Having a willingness to learn new skills is another huge factor that hiring employers desire in new programming employees. Matt found that all sizes of businesses he polled emphasized that foundational skills and a strong technical background are definitely necessary but that a certain language is not necessarily as important. If you have a good knowledge base, then it is easy for a company to train you on new languages they want you to know. It’s not so easy to train someone on interpersonal skills.

Big Data, Mobile, Cloud, Security

TechRepublic conducted a roundtable interview with top IT executives on what they predicted to be the top IT job skills most desired in 2014. Four of the most mentioned jobs were in anything related to big data, mobile, cloud, or security; and roles include software developers, database administrators (DBAs), and IT security professionals. Within mobile, a knowledge of Android is especially rising in demand. Another interesting point mentioned in this interview was that those who know only UI design without any UX skills will be less popular this year. Yet a programmer who also has design skills is much more highly desired this year as well.

High Demand Languages

Mentioned above a few times was the fact that, even though the top desired skills are personal and relational, a strong technology foundation is necessary.
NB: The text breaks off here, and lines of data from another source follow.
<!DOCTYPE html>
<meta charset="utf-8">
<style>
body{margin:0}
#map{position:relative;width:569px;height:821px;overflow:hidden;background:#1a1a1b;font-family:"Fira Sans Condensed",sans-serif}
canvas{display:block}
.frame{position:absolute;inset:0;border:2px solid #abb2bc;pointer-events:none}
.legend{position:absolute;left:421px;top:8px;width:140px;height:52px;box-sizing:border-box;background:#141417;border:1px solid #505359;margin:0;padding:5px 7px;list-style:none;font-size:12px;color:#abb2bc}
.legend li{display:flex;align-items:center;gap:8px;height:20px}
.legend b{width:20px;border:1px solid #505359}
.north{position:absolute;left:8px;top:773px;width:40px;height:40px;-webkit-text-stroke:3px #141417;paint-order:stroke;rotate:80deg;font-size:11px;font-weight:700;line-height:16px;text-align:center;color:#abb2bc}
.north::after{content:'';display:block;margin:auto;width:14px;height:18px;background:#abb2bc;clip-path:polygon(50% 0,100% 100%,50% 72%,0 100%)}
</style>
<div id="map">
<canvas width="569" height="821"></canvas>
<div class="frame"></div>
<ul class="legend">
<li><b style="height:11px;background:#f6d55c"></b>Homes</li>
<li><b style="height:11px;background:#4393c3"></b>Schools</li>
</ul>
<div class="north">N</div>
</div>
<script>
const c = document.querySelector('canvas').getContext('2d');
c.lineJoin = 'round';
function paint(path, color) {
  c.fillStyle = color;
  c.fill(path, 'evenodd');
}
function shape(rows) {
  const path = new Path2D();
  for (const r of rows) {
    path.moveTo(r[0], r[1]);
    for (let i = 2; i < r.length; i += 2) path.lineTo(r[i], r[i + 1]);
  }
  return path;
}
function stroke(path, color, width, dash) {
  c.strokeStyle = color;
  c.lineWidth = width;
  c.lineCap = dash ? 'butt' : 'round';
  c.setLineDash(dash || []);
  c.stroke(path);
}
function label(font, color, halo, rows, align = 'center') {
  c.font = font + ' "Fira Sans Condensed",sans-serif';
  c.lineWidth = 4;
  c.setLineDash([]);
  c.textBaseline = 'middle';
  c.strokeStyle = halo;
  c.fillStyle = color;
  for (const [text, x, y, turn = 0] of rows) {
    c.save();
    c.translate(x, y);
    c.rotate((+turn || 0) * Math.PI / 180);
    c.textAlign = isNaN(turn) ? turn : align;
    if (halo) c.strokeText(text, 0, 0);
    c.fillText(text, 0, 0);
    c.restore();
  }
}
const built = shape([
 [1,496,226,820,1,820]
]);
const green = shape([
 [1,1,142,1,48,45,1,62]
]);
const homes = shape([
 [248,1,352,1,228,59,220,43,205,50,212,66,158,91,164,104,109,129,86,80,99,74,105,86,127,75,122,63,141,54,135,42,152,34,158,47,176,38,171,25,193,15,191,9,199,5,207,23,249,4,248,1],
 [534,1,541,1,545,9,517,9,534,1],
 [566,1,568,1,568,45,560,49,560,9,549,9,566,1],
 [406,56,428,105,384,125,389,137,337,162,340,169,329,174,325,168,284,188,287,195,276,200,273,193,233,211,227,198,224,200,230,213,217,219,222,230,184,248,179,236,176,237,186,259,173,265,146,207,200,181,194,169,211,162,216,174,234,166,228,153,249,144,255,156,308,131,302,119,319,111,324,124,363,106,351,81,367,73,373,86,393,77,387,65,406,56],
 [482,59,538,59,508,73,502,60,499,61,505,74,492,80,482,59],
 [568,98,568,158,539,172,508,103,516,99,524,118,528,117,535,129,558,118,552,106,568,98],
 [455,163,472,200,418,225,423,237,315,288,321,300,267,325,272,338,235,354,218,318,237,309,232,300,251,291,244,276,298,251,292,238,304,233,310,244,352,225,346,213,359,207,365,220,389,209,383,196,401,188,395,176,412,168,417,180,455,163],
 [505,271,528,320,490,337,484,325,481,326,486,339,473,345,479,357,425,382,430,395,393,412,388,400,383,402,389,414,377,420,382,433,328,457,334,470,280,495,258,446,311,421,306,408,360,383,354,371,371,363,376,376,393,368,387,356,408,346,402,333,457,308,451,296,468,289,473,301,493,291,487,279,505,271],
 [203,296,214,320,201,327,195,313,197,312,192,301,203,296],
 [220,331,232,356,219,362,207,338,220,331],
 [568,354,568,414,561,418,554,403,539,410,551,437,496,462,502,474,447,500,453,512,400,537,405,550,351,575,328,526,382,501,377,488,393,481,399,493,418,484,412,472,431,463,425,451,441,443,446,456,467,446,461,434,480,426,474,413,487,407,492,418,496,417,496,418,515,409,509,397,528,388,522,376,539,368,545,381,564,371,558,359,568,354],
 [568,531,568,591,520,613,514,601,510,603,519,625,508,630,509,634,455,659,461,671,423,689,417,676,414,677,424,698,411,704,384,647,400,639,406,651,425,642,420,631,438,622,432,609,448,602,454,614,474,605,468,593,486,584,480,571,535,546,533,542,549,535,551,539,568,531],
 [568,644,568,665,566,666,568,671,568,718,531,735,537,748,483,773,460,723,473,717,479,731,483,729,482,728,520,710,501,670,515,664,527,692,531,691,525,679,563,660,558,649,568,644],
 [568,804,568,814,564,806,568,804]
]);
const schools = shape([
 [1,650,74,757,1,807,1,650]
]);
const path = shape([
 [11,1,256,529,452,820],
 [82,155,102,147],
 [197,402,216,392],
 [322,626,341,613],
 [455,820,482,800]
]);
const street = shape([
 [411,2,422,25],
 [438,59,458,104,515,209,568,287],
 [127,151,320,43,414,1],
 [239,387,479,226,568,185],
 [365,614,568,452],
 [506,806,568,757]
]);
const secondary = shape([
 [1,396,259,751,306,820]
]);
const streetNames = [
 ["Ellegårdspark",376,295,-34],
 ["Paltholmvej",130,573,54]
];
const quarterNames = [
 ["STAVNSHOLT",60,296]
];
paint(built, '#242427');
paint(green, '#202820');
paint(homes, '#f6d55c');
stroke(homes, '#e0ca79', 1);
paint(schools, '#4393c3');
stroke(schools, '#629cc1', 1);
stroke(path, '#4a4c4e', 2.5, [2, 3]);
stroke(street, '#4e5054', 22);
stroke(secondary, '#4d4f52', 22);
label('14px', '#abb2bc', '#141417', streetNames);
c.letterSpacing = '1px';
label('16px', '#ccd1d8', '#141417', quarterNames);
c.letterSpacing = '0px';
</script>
Thankfully, recent studies have emerged that show the trend for programming languages listed most often last year and so far this year in job posts.

Ashley Ellis published some interesting summaries of popular programming skills. One mentioned was the TIOBE index which shows which programming languages had the most search activity on the web. The list between 2013 and 2014 didn’t differ too much. C, Java, Objective-C, C++, C#, PHP, (Visual) Basic, and Python were all still the top eight. Ruby and Perl were #9 and #10 from the 2013 list, but had been replaced by Javascript and Visual Basic.net on the 2014 list.

The same Ashley Ellis article also pointed out an eWeek study on top programming languages employers want employees to know. The eWeek study found the same results as the TIOBE index, except that Ruby, HTML5, and CSS were also ones employers emphasized.

Mashable points out that in 2014, programming jobs are paying more than other tech jobs. The article, written by Rebecca Hiscott, lists Java, C, C++, C#, Objective-C, PHP, Python, Ruby, JavaScript, and SQL as the top desired languages by employers. In fact, a GlobalPost article mentions that SQL is the top paying skill in the job market, even if it is a little lower in demand that the aforementioned skills. Global Post also mentions Perl and XML in the list of high demand languages.

What to Mention in Your Resume

The best way to beef up your resume is to get some experience if you don’t yet have much. You may want to pick up some cheap or free projects just to add to your resume. When just starting out, this can be necessary at first, but make sure you only do this for a few very small projects. If you have some extra time, you may want to learn some new programming languages as well, since this will show you are a go-getter and self-learner.

Be sure to list details of experiences, and not just programming experience either. Mention anything in any projects you have done in which you dealt beautifully with a difficult client. Mention any collaboration you have done. Tell about a difficult problem you solved and briefly mentione how you solved it. Any brief details such as these that show your relational and problem solving skills will help you stand out. And, of course, don’t forget to mention your skills.

Most of all, be sure you can back up all of your mentions on your resume. It is wise to go into detail about how well you have handled situations and projects, but it will not reflect well on you if your prospective employer finds out you have been coloring your stories a little too brightly. Honestly promote yourself, and you will come across as a confident programmer with good character.